I contacted Comcast and TiVo several times, including calling Tech Support at Comcast, who transferred me to their TiVo Department, aka TiVo. I found an 855 number on these forums, for national repair, and finally found someone competent, and stateside. He found some errors on my account, and set about to fix them. He said that he would escalate it to the headend. He never gave me his name, but said he would call back the next day. He never called, so I called the 855 number again, and found another guy, who gave me his call back number, and he found the same problem, and tried to fix it. He said he would contact the headend and see what was going on. The next day I came home from work, and after speaking to the second tech again, I finally got Val:V, but still no channels. just "Searching for Signal (v52)", except for the 3 channels I mentioned earlier. I spoke to TiVo, and we started playing with the tuners, and afterwards channels started to come in. After I got off the phone, it appears another activation signal was sent by Comcast, and the channels disappeared, and I was back to the 3 before, and "v52". I finally had Comcast send out a tech, who had absolutely no idea what we were talking about, and ended up just changing the line on the outside of the house to the TiVo, with no change. However, he and another tech came out, and ended up having Comcast try to pair the other Card from earlier back to one of the boxes, and now that card doesn't work. I've since spoke to my Second National Repair Tech, and another National Repair Tech, and while the card says Val:V, nothing but those three channels (which I believe are added to the system separately from my local headend) are coming through.

Today I had another tech onsite, he replaced the internal wiring attached to the working TiVo, and it still wasn't working. He swapped the Cable Card, and paired it, and it wasn't working still, now with Val:?, but those three channels continued. He ended up leaving, saying he would speak with another tech from their dispatch center, and see what they could find out. I spoke to my third National Tech, and she said that after a conversation with another tech, she was told that because I have "Limited Basic" I couldn't use a TiVo. I thought that odd, and was called not 10 minutes later by my second national tech, who said that wasn't true otherwise none of the would have worked. He was going to look into it, and now my three channels don't work again.
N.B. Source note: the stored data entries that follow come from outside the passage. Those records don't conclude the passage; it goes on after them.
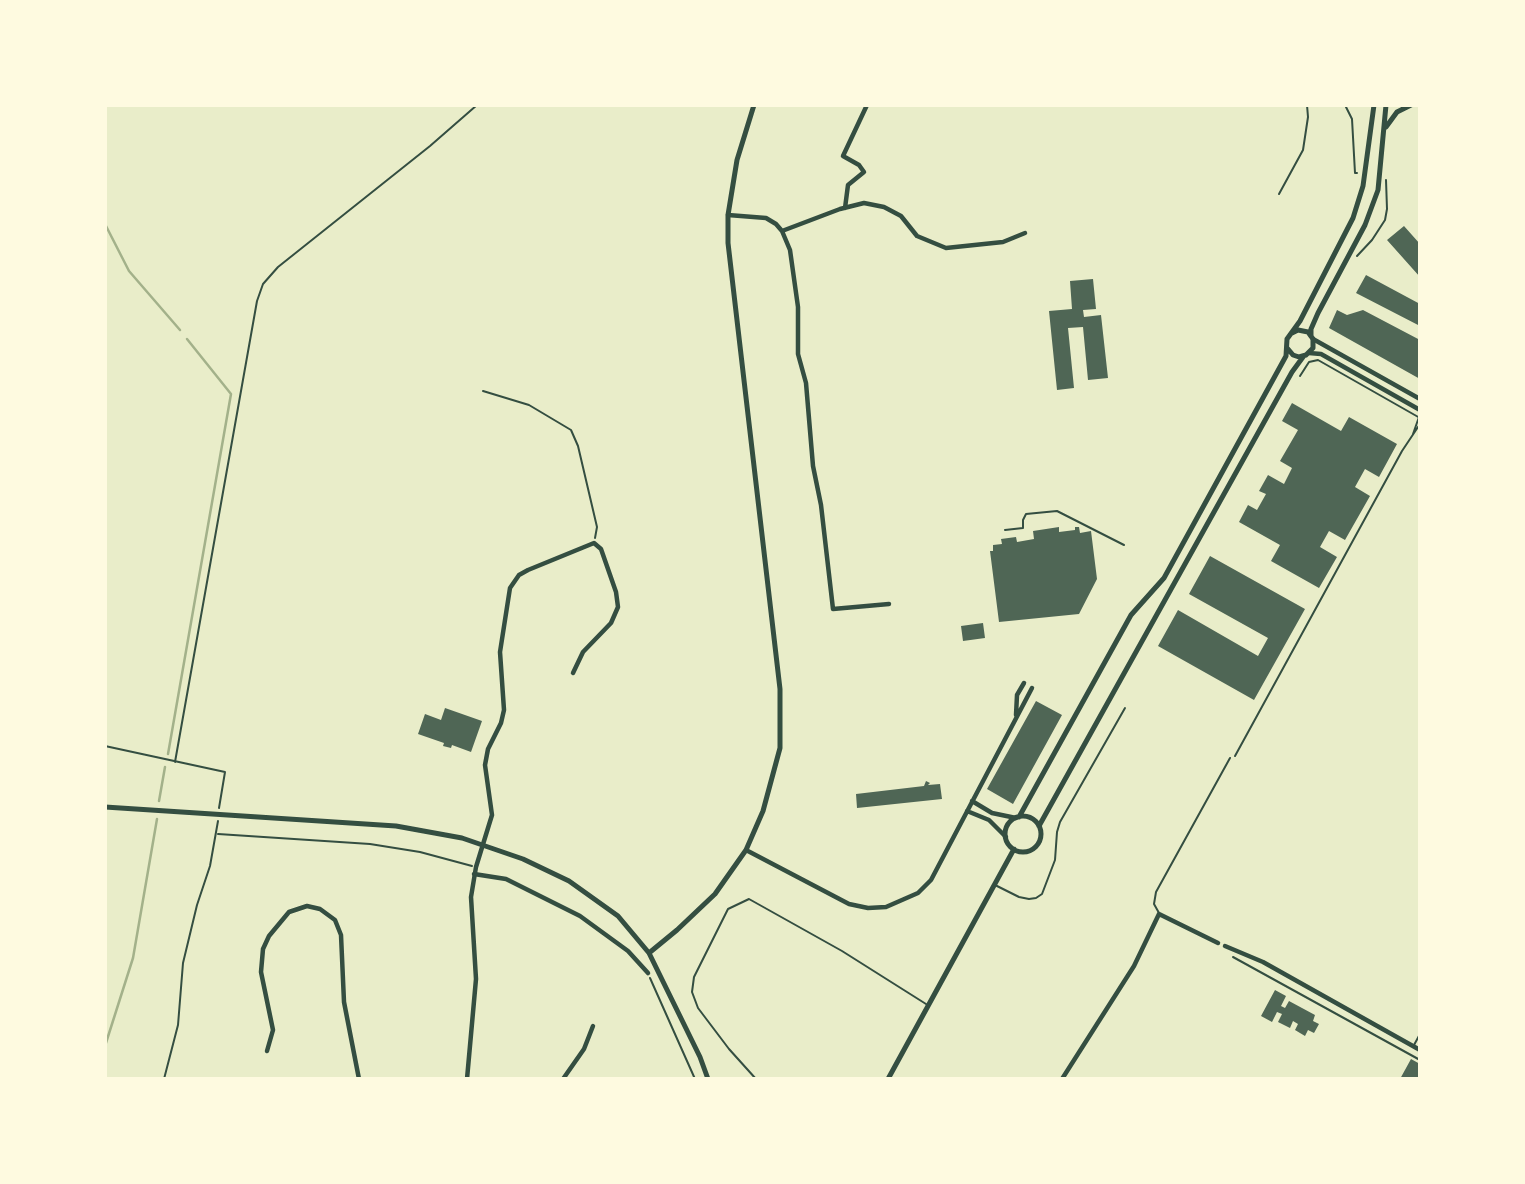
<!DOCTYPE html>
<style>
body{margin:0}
#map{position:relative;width:1525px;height:1184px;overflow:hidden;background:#e9edc9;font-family:"Noto Sans",sans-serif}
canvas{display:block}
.frame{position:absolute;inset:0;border:107px solid #fefae0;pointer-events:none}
</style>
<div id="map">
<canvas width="1525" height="1184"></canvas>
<div class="frame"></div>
</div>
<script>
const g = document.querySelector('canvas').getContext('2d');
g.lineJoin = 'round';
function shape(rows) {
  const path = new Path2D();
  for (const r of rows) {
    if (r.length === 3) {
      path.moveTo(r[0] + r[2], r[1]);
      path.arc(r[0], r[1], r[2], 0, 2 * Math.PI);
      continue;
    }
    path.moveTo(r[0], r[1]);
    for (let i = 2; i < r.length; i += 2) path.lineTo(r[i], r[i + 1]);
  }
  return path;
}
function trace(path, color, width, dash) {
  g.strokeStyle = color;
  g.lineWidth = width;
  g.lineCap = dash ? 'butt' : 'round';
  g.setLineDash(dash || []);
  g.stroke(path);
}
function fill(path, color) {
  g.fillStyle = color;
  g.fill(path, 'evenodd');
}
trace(shape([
 [105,224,129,271,180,330],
 [168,754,231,394,187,339],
 [159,801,165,767],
 [105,1046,133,958,157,819]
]), '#a3b18a', 2.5);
fill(shape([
 [1404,226,1420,244,1420,277,1387,240],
 [1366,275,1420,304,1420,326,1356,293],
 [1093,279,1096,309,1083,310,1084,317,1101,315,1108,378,1088,380,1083,327,1068,328,1074,388,1057,390,1049,311,1072,309,1070,281],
 [1337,310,1347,315,1363,310,1420,340,1420,379,1329,328],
 [1292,403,1341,431,1349,417,1397,444,1379,477,1365,469,1355,487,1370,496,1345,540,1329,531,1320,547,1337,557,1319,588,1271,561,1280,545,1239,522,1248,505,1257,510,1266,494,1259,491,1268,475,1284,484,1292,468,1280,461,1298,430,1282,421],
 [1059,527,1059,532,1075,530,1075,527,1079,527,1080,533,1091,531,1097,579,1079,614,999,622,990,551,993,551,993,545,1002,544,1001,539,1016,537,1017,542,1034,539,1033,531],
 [1210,556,1305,609,1254,700,1158,646,1178,610,1258,656,1268,638,1189,594],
 [983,623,985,638,963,641,961,626],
 [1036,701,1062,715,1013,804,987,789],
 [445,708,482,721,471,752,452,745,451,748,443,746,444,743,418,734,425,714,441,720],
 [926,781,930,783,928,785,940,784,942,799,857,808,856,794,924,786],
 [1275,990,1286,996,1281,1006,1285,1008,1289,1001,1315,1015,1313,1021,1319,1024,1314,1033,1308,1030,1305,1036,1295,1030,1298,1024,1293,1021,1290,1028,1278,1022,1282,1014,1277,1012,1272,1022,1261,1016],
 [1411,1059,1420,1064,1420,1079,1400,1079]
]), '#4f6655');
trace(shape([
 [1345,105,1352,119,1355,173,1357,173],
 [1279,194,1303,150,1308,117,1307,105],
 [1357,256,1372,240,1385,220,1387,209,1386,180],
 [1300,376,1309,362,1318,360,1420,418],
 [483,391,529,405,571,430,578,446,597,527,595,538],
 [1413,434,1419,417],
 [105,746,225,772,219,808],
 [1235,756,1402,451,1420,424],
 [175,762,257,301,263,284,278,267,430,146,477,105],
 [218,834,370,844,420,852,472,866],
 [1233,957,1420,1060],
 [650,978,695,1079],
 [164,1079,178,1025,183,963,197,905,210,866,218,821]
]), '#344e41', 2);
trace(shape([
 [1005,530,1023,528,1023,520,1026,514,1057,511,1124,545],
 [995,885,1019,897,1029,899,1036,898,1042,894,1055,860,1057,832,1060,822,1125,708],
 [1159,913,1154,904,1156,892,1230,758],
 [1414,1045,1420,1034],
 [756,1079,729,1049,698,1008,692,992,694,977,728,909,749,899,842,951,926,1004]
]), '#344e41', 2);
trace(shape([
 [845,208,848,185,864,172,859,165,843,156,867,105],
 [728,215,766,218,776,224,782,231,790,250,798,307,798,354,806,383,813,466,821,505,833,609,889,604],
 [782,231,840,209,864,203,884,207,901,216,917,236,946,248,1003,242,1025,233],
 [1313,339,1420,399],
 [1309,353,1321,354,1420,410],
 [1016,715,1017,695,1024,683],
 [972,801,992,813,1016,818],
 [967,811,989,820,1006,837],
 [746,850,849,904,868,908,886,907,918,893,931,880,1032,688],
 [474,874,506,879,580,916,628,951,648,973],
 [1225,946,1263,962,1420,1050],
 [267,1051,273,1030,261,972,263,949,269,936,289,912,307,906,320,909,335,920,341,935,344,1002,359,1079],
 [467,1079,476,979,471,897,476,867,492,815,485,765,488,749,501,723,504,710,500,652,510,588,519,575,528,570,594,543,601,549,616,592,618,607,611,623,583,652,573,673],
 [563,1079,584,1049,593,1026],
 [1062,1079,1134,966,1159,914,1218,943]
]), '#344e41', 4.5);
trace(shape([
 [1386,127,1397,112,1411,105],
 [1311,336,1311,329,1318,313,1365,225,1378,190,1386,105],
 [1288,349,1293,355,1299,357,1306,355,1313,348,1313,339,1308,332,1298,330,1292,333],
 [105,807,396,826,462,838,523,859,569,881,618,916,649,953,700,1057,708,1079],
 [1023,834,18],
 [1019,817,1131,615,1164,578,1286,356,1287,339,1300,321,1353,218,1363,186,1374,105],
 [1039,826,1292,372,1303,357],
 [649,953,677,930,715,894,746,850,763,811,780,748,780,689,728,243,728,215,737,160,754,105],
 [888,1079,1014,849]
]), '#344e41', 5);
</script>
One note, when I use the Signal Strength service on the TiVo, the 3 channels I do get end up between 70 and 80%, although now that they aren't coming in it is closer to 70%. I checked the remaining TiVo that it working and it says 75%-80% and has no issues.

My Questions..

1) Has anyone ever found any competent when dealing with Comcast and Cable Cards?

2) Has anyone had issues getting their channels, aside from the local access channels? Or ever just got the local access channels?

3) Could by TiVo Roamio, which was attached to another service be the problem due to being possibly attached in another segment of Comcast's system?

4) Could the length of the copper core of the coax be a problem, not providing enough signal or contact to the long Roamio's connector?

5) Could the Roamio itself be the problem, even though I'm getting the 3 channels?

Any other ideas would be appreciated.

TEG


----------



## HarperVision (May 14, 2007)

Here's an idea.....they're idiots. Since you say you have limited basic, they put a trap on your line, blocking out certain frequencies that you're not supposed to get. I would have them remove the trap (even if temporary to see if that's it), and then make sure they "re-bind" the cards to your new devices, not just send authorization signals!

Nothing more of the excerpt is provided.